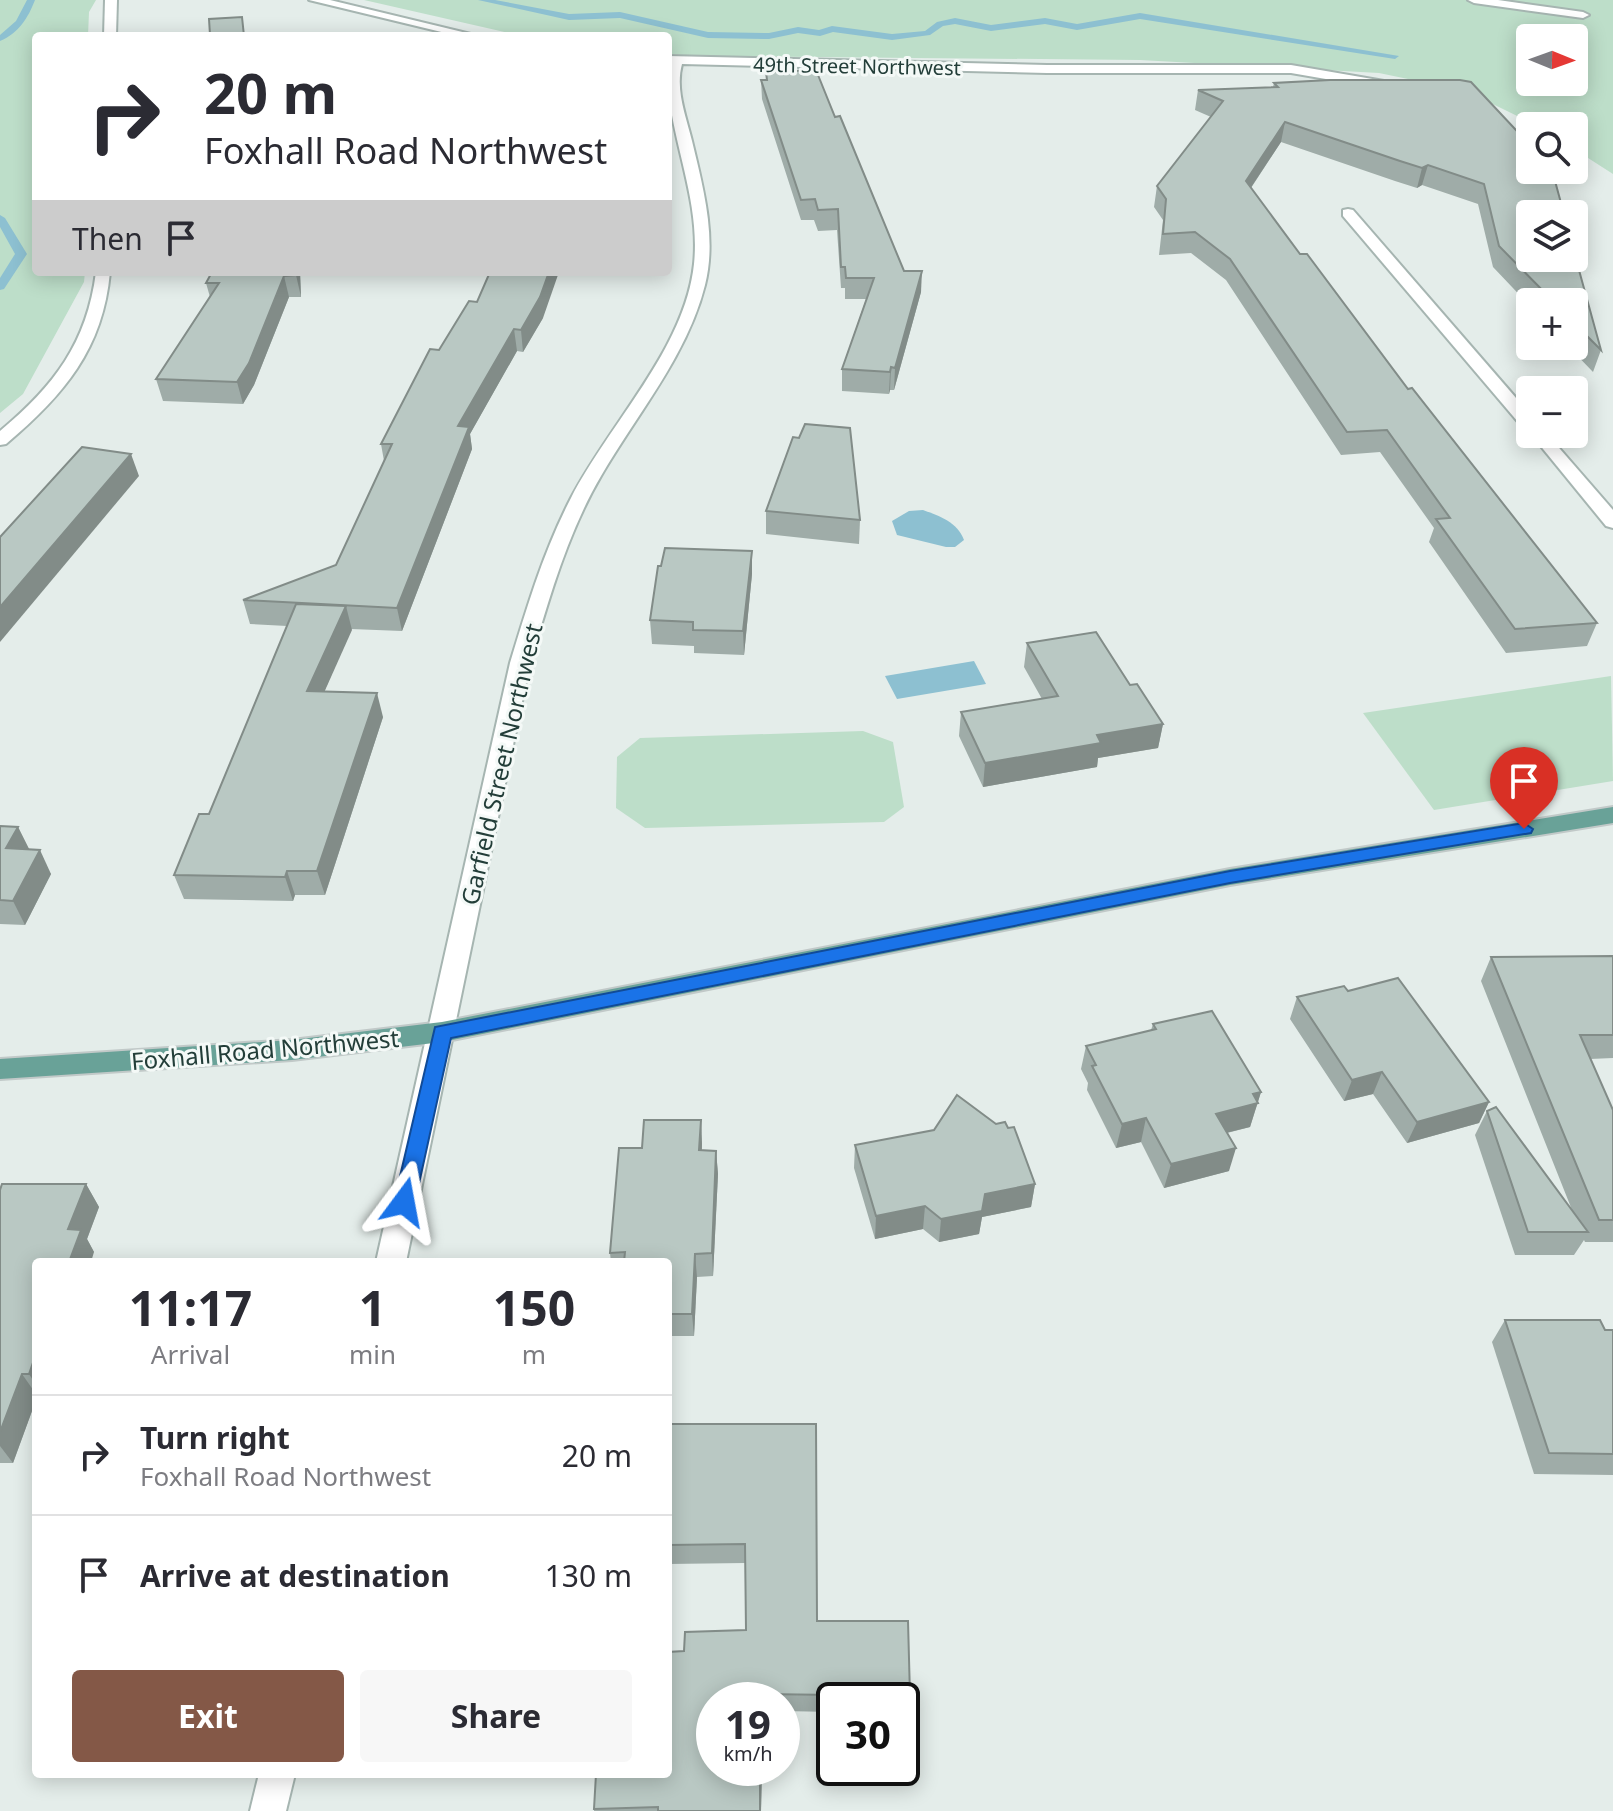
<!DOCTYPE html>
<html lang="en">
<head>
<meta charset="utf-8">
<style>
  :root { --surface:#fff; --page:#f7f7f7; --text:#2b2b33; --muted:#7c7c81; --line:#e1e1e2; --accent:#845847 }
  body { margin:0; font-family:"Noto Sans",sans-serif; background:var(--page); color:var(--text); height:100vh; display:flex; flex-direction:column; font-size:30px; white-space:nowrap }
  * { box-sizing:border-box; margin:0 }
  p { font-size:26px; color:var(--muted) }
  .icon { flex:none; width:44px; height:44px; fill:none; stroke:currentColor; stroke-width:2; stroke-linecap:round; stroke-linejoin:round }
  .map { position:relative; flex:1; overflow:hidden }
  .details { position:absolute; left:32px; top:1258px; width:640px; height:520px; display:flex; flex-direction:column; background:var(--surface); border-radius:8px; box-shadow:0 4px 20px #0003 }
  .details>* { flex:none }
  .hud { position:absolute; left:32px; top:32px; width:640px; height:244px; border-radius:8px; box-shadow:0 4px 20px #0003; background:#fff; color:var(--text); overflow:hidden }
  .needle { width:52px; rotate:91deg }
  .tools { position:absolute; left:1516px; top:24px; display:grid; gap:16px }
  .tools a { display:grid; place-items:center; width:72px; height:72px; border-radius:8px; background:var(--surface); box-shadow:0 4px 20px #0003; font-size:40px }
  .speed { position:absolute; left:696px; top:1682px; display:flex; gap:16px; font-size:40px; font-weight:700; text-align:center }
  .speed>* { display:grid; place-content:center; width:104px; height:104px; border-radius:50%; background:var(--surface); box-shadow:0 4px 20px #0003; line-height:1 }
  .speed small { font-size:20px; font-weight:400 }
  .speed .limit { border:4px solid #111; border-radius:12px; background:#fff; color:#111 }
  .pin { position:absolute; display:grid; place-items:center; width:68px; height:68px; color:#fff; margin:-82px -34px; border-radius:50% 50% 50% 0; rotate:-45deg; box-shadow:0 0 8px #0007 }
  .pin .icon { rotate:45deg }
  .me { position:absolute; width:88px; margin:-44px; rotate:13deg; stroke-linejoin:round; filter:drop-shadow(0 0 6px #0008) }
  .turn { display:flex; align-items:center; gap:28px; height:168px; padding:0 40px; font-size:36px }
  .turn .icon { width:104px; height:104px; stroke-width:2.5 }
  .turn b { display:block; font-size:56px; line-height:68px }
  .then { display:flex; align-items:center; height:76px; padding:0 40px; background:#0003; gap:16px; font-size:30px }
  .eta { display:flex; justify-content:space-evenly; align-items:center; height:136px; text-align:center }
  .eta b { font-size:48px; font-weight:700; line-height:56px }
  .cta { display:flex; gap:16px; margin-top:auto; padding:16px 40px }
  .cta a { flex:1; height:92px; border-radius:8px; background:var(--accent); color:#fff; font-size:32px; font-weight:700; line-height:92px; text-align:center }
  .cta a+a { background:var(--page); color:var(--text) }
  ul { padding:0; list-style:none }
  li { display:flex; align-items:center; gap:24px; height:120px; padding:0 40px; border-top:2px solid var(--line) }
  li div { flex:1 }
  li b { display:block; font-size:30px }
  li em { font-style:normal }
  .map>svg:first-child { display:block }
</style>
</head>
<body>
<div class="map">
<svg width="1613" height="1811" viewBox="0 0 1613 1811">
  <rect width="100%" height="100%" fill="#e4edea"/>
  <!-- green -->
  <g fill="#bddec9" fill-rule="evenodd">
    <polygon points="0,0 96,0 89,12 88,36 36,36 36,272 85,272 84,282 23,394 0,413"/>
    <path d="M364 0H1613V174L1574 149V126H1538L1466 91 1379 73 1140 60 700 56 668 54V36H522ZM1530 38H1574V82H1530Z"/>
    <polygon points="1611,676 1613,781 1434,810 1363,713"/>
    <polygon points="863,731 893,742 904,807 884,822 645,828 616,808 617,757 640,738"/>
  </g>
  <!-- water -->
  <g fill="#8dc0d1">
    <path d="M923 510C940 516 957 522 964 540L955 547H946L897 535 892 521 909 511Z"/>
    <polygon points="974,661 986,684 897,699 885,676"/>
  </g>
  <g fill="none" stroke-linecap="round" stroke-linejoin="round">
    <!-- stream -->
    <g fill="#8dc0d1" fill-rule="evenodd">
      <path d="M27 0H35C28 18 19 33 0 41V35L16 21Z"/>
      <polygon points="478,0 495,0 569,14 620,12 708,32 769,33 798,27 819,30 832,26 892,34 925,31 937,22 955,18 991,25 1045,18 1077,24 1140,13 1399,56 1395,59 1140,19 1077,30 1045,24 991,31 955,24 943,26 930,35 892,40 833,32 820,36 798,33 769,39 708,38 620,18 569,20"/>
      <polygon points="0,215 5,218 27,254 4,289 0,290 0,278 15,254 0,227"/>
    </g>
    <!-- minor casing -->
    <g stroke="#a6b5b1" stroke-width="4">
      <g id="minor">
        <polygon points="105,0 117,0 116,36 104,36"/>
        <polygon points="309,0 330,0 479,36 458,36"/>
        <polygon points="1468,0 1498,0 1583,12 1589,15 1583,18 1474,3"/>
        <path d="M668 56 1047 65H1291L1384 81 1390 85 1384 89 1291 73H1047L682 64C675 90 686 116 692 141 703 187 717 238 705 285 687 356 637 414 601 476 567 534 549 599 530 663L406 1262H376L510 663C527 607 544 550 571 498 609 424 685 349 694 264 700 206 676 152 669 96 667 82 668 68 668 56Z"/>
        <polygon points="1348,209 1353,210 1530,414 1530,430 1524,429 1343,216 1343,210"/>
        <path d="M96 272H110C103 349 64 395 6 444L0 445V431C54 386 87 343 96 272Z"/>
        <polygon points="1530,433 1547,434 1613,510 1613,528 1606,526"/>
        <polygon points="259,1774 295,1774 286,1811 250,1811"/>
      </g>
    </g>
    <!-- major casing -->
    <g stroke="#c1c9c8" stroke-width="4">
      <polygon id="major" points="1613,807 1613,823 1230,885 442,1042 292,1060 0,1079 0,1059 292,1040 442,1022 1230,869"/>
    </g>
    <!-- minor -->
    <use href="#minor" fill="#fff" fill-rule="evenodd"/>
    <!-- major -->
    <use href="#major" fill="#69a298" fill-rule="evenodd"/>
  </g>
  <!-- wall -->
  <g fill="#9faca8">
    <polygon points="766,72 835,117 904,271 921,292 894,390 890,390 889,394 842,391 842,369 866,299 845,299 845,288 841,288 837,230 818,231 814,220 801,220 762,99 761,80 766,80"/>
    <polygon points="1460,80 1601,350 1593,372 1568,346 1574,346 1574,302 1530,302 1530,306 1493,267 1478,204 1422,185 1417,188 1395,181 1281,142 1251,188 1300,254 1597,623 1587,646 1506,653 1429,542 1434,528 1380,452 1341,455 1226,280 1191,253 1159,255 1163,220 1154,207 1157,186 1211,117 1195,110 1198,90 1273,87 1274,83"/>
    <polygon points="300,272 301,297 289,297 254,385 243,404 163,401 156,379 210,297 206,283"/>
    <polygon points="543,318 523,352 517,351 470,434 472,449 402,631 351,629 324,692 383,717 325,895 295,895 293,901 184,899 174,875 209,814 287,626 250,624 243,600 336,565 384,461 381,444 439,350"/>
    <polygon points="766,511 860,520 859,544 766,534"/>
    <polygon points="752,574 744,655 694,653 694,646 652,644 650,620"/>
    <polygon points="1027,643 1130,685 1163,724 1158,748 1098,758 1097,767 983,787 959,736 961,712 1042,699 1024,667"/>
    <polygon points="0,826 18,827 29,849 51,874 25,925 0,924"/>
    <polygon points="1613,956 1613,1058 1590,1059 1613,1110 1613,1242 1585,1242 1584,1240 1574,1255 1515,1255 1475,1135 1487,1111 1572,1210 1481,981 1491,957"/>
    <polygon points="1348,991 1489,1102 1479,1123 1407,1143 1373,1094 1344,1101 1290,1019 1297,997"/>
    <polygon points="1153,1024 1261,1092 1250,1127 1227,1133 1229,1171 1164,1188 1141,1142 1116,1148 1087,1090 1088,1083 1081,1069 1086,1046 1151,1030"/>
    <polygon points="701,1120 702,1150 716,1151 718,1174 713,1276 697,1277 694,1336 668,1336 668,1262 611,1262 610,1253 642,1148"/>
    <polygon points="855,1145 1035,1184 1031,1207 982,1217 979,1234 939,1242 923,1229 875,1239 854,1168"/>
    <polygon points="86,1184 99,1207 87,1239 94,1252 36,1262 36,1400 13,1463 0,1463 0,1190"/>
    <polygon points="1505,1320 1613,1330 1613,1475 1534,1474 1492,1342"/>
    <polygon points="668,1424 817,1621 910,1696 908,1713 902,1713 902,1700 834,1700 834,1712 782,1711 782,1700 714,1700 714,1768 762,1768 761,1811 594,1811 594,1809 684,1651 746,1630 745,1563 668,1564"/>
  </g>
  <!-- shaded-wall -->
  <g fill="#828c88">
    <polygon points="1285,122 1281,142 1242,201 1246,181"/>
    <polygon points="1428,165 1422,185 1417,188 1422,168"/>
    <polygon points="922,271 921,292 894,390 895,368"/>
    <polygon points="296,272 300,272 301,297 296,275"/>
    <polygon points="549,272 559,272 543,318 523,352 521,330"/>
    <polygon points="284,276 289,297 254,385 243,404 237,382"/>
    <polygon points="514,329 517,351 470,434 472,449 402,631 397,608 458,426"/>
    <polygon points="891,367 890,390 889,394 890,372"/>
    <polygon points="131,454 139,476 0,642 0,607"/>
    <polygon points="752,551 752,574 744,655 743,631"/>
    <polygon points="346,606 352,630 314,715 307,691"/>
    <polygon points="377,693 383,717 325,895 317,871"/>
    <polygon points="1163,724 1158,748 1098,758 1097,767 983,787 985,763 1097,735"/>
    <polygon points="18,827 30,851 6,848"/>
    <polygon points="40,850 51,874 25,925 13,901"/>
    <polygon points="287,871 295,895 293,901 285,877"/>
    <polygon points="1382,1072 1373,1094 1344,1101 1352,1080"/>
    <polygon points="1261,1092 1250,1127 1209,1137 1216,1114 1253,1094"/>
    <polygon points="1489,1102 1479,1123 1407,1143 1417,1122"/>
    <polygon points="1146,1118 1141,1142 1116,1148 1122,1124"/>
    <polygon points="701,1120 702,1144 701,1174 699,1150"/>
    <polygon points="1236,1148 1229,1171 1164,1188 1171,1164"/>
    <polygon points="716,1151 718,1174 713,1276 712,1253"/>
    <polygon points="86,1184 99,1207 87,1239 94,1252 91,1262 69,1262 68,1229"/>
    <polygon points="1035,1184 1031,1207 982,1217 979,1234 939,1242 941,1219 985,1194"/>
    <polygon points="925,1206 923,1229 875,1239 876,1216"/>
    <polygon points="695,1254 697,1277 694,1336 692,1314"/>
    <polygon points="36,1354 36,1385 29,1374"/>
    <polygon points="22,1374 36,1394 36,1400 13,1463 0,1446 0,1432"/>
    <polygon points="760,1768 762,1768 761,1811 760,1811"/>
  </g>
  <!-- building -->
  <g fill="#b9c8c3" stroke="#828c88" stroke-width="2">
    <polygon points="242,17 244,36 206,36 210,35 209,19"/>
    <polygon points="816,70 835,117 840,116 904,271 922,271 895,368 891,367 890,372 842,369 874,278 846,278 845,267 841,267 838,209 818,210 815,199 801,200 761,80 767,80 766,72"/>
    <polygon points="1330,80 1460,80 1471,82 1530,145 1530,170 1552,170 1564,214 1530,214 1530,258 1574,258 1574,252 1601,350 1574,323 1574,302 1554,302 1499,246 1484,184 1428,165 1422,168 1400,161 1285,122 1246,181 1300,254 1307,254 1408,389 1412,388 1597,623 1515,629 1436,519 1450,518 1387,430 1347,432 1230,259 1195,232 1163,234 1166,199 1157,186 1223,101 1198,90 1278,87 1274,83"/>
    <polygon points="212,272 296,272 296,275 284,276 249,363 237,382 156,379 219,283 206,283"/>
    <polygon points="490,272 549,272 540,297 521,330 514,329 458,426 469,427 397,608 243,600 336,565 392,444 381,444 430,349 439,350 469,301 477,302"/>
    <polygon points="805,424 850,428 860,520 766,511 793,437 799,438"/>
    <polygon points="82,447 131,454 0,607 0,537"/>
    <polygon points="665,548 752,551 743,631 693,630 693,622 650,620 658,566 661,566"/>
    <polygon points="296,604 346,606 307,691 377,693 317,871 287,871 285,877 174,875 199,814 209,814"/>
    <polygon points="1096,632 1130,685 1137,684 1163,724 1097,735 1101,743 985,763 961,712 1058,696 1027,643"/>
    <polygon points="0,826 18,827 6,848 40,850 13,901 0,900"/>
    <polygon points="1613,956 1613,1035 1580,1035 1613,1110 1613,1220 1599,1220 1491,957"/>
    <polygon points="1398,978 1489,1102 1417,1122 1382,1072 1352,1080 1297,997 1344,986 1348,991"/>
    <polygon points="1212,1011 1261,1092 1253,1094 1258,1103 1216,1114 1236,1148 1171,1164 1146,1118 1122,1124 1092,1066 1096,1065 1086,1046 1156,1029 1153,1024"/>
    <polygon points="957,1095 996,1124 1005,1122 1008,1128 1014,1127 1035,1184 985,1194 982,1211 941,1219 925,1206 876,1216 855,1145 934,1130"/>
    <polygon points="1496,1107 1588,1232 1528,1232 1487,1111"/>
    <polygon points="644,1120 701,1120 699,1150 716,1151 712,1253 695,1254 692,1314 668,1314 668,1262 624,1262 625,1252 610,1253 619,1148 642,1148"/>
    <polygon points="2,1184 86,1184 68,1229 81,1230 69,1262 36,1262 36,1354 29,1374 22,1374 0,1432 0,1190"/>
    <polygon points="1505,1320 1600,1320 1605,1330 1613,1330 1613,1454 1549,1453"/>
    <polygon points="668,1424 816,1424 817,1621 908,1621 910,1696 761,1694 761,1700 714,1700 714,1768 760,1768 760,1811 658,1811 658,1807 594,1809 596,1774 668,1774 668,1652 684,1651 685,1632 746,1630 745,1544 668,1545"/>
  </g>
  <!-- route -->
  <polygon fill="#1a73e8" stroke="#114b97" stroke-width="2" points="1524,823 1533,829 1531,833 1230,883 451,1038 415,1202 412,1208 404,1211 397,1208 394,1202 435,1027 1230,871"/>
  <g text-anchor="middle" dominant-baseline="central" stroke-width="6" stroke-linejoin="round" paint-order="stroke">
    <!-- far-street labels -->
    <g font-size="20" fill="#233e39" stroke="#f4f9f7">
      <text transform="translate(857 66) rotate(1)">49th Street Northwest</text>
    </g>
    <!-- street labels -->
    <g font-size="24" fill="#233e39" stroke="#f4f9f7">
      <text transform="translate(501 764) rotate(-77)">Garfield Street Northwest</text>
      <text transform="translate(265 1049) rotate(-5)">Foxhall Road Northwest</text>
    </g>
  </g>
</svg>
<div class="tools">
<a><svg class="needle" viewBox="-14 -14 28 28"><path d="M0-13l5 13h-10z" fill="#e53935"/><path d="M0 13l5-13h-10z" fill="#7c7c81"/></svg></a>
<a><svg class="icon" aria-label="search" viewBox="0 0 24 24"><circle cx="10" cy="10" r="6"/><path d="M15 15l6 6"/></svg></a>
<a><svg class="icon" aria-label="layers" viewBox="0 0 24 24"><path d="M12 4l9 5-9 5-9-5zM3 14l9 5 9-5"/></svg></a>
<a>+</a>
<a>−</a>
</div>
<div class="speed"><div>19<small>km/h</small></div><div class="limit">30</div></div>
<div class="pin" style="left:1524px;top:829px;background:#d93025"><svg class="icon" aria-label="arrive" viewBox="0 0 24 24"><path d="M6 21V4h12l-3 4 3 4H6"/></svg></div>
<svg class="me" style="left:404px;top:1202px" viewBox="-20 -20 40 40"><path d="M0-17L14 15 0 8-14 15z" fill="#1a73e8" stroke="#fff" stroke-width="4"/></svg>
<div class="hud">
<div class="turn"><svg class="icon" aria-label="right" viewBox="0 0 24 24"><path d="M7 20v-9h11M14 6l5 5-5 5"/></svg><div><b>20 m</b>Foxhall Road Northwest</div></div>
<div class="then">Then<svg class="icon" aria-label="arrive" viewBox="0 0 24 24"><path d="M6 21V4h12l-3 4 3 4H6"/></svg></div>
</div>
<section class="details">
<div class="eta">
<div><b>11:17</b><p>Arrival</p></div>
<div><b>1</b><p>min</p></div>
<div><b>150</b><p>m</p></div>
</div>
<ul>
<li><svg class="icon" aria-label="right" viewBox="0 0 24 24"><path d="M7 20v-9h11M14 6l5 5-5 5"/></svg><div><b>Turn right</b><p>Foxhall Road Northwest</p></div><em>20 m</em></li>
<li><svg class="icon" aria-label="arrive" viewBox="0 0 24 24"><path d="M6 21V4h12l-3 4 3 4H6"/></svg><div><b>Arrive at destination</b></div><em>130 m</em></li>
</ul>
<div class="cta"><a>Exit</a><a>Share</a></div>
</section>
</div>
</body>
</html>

Work order ▸ Please transcribe exactly the lines from the start of the records through the line containing "background:var(--page); color:var(--text); height:100vh;", leaving the pictures out.

Written answer ▸
<!DOCTYPE html>
<html lang="en">
<head>
<meta charset="utf-8">
<style>
  :root { --surface:#fff; --page:#f7f7f7; --text:#2b2b33; --muted:#7c7c81; --line:#e1e1e2; --accent:#845847 }
  body { margin:0; font-family:"Noto Sans",sans-serif; background:var(--page); color:var(--text); height:100vh; display:flex; flex-direction:column; font-size:30px; white-space:nowrap }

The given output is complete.